Arrowhead Advantage: Tombed Raiders

Ten Reasons Why the Chiefs Are Cooler Than the Raiders:

10. Our defensive coordinator isn’t afraid to blitz. Rob Ryan may drop F-bombs like Gunther Cunningham, but he runs his defense like a pansy.

9. Brodie Croyle may be frail, but at least he’s not fat. Yeah, I’m talking about you, Jamarcus RussellStover.”

8. Javon Walker had to get champagne popping out of his system this summer, because he’ll never get to do it as a Raider.

7. DeAngelo Hall, how does it feel to be washed up at the ripe old age of 24?

6. Silver and Black, how does it feel to wipe your asses with the $70 million you spent on a 24-year-old hasbeen?

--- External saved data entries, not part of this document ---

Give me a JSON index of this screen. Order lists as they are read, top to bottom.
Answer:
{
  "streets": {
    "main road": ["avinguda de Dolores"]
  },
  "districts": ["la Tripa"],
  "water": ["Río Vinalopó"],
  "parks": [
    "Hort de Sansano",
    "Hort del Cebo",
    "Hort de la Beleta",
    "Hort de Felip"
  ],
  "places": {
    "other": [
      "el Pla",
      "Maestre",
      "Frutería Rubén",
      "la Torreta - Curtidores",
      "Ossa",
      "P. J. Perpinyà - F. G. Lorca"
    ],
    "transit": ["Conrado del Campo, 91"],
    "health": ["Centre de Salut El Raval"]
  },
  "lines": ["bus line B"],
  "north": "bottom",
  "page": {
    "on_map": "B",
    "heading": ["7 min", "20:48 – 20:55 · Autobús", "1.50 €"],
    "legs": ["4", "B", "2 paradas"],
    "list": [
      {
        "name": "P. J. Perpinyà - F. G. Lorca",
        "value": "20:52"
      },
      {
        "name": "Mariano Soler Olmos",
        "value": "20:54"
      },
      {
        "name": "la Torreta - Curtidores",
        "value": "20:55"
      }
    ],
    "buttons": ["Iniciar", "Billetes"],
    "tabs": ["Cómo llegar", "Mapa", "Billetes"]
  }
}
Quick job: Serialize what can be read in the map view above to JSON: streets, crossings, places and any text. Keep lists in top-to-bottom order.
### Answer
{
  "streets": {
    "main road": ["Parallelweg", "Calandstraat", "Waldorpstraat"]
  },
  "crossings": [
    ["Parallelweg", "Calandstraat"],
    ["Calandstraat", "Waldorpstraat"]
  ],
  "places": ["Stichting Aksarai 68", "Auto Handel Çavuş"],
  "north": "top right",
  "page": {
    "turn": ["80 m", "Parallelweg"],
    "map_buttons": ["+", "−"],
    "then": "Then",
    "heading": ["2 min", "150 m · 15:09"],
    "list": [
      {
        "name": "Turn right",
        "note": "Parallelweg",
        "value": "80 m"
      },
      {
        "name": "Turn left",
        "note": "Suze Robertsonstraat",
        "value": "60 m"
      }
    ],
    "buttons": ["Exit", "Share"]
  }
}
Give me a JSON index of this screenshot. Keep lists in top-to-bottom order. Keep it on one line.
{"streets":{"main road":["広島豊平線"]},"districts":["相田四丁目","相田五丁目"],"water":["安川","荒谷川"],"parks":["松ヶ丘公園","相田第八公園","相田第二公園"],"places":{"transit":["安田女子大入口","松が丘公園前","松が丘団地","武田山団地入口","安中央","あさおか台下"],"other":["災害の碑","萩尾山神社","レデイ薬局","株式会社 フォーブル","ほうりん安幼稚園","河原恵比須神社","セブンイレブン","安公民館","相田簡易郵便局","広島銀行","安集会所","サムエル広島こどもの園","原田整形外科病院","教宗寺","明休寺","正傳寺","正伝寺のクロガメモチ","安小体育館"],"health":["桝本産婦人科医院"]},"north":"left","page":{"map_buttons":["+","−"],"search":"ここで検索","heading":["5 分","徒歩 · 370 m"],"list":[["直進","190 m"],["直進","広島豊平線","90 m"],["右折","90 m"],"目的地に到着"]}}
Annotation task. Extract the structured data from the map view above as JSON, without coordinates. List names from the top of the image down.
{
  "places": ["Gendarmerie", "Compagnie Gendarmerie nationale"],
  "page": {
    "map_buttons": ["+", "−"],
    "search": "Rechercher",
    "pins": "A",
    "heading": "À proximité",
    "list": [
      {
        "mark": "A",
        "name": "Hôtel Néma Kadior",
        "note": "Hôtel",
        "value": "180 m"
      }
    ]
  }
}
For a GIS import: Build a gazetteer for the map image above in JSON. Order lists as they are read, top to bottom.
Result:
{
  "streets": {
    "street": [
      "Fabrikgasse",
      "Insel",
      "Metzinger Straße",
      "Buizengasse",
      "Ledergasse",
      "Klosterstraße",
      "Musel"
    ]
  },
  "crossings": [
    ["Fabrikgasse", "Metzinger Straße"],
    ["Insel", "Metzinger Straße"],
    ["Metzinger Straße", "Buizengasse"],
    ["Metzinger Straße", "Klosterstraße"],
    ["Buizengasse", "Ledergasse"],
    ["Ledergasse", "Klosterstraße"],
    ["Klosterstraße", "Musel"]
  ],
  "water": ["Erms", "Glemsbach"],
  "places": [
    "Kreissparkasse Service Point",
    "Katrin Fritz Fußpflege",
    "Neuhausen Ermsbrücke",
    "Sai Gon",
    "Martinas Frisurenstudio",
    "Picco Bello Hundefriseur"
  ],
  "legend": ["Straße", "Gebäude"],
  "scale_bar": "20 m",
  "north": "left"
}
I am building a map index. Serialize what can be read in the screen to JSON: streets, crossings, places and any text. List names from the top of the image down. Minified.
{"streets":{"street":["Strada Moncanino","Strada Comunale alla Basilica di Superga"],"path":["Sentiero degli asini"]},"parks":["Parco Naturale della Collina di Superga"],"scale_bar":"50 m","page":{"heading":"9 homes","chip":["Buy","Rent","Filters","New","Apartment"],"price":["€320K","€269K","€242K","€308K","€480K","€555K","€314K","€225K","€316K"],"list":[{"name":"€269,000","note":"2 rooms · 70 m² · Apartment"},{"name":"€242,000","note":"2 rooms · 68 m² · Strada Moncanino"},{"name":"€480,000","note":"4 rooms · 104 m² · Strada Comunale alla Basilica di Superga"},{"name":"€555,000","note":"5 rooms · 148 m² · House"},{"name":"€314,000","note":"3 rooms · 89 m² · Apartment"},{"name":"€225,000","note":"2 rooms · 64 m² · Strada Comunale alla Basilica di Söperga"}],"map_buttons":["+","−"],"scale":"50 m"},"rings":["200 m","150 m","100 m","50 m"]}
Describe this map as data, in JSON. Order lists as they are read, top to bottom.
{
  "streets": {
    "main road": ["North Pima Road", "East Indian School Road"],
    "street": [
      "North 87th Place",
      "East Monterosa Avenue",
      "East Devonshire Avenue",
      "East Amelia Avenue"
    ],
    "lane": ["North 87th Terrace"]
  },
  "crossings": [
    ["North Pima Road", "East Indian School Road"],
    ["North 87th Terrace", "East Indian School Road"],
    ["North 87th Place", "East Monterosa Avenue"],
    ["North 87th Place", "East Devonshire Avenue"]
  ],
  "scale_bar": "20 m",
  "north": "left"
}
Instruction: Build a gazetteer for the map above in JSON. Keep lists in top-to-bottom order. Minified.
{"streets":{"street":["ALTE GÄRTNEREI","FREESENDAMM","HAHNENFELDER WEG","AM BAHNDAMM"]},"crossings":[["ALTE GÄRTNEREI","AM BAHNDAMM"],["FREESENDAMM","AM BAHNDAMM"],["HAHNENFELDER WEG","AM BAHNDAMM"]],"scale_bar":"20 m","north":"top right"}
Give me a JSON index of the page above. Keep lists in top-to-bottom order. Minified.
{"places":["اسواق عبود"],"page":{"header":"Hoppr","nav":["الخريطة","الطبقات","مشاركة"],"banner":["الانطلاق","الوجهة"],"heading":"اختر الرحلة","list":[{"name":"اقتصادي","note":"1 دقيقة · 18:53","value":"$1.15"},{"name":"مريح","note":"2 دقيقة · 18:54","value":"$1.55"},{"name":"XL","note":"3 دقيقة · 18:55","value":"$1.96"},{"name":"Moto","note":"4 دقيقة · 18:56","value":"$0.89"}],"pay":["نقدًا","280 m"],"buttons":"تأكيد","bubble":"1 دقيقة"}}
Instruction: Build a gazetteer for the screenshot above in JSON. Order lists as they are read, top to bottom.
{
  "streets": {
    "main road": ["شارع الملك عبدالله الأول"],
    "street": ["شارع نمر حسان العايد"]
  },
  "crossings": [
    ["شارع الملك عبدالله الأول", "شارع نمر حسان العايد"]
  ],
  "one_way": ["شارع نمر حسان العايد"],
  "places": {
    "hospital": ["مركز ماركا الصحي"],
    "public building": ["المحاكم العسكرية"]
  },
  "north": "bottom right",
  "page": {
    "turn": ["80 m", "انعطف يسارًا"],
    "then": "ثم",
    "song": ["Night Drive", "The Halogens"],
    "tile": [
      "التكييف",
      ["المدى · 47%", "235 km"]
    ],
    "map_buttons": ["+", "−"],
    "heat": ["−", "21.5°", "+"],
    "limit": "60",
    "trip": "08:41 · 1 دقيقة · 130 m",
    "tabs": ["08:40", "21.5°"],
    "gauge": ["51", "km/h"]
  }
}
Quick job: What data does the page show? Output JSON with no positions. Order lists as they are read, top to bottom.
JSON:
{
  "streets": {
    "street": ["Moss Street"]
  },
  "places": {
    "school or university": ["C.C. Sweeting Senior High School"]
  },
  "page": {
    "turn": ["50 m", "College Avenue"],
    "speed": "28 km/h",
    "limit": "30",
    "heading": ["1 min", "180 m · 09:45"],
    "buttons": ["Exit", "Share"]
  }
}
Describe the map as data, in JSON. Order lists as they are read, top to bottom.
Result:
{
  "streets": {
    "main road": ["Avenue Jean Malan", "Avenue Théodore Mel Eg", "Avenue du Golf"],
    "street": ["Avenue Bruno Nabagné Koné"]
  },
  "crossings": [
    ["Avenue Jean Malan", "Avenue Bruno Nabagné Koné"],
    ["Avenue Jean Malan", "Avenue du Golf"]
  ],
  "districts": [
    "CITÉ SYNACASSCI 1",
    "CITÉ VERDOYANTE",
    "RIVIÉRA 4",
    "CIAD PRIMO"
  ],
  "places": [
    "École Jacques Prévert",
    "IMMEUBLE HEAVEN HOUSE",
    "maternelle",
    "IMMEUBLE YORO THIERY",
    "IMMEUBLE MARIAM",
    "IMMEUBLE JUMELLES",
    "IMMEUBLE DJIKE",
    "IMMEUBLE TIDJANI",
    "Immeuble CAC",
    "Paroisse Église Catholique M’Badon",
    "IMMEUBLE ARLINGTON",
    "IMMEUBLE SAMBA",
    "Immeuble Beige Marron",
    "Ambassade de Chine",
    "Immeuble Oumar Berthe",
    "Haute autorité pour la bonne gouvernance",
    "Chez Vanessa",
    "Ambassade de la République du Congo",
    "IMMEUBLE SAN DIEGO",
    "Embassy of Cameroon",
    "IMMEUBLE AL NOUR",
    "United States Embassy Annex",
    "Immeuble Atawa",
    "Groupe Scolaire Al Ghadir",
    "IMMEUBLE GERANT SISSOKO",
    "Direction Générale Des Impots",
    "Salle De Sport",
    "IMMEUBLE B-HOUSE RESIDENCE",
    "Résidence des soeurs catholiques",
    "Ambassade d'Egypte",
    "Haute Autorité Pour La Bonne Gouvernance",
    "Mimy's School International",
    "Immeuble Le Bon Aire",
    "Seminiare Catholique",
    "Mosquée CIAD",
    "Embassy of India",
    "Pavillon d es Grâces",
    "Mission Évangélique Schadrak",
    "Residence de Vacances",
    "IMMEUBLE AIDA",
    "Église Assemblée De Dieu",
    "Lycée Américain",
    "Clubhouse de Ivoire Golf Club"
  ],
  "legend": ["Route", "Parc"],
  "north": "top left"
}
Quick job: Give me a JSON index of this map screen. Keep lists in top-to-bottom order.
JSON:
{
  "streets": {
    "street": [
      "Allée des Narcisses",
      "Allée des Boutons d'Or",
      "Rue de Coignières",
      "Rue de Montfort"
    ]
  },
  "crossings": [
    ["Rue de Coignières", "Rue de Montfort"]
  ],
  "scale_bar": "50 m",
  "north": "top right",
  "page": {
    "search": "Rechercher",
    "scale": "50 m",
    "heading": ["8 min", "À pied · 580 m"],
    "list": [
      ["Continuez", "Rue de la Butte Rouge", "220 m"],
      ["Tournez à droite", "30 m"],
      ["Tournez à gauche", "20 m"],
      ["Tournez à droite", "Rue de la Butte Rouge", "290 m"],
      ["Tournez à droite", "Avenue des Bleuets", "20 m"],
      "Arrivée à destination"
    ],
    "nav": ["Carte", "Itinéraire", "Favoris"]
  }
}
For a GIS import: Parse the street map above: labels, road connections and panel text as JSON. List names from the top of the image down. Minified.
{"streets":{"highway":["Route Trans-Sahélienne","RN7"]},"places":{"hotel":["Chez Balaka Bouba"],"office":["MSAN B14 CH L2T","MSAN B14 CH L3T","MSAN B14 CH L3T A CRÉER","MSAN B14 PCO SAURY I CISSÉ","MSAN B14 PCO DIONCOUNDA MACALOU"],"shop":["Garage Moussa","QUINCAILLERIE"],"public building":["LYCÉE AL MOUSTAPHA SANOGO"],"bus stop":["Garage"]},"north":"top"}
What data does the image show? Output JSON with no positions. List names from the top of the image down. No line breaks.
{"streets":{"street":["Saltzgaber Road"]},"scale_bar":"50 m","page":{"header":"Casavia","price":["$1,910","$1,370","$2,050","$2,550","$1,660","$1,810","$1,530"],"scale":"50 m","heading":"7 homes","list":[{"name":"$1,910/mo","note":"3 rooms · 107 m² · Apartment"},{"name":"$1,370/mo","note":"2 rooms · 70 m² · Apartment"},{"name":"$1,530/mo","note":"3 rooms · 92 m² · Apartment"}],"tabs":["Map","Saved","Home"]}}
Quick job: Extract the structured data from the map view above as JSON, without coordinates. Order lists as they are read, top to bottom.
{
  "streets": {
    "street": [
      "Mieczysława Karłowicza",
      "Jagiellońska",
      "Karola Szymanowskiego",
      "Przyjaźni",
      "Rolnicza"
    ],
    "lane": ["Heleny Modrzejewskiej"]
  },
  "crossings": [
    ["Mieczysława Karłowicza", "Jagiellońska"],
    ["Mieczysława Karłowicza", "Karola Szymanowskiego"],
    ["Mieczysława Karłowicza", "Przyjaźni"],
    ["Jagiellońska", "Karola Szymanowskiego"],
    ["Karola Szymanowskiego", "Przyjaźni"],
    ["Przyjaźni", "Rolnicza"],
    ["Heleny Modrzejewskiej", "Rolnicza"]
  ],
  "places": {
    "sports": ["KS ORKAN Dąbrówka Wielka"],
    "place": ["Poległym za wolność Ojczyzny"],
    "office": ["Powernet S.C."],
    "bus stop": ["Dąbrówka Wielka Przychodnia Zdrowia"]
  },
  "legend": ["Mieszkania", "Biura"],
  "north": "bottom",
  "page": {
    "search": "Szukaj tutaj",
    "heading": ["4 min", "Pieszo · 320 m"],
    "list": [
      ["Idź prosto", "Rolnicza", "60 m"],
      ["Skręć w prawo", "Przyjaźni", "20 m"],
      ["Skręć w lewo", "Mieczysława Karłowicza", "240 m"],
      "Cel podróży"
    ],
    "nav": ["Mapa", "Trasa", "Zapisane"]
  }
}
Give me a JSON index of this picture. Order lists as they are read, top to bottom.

5. Nnamdi Asomugha? Even the spelling bee whizkids can’t spell that one. No wonder he’s underrated; nobody can say his name, let alone spell it. Nnam-Nnam…name don’t matter when you play for the worst team in the league.

4. We don’t have an idiot Polak kicker. Sebastian Janikowski ‘s from Wałbrzych. Is that Polish or Snoop Doggenese?

3. Look at the bright side, Lane Kiffin. If you get canned maybe you can become Vice President. I hear the criteria isn’t what it used to be.

2. All-time head-to-head record: Chiefs 50, Faders 43. Face.

1. Both of our original owners have checked out, God bless their souls. Lamar Hunt left with his dignity, legacy and wits intact, while Al Davis is still propped up in the owner’s box Weekend at Bernie’s style. Might want to save some of that money you guys have been throwing away for the formaldehyde fund.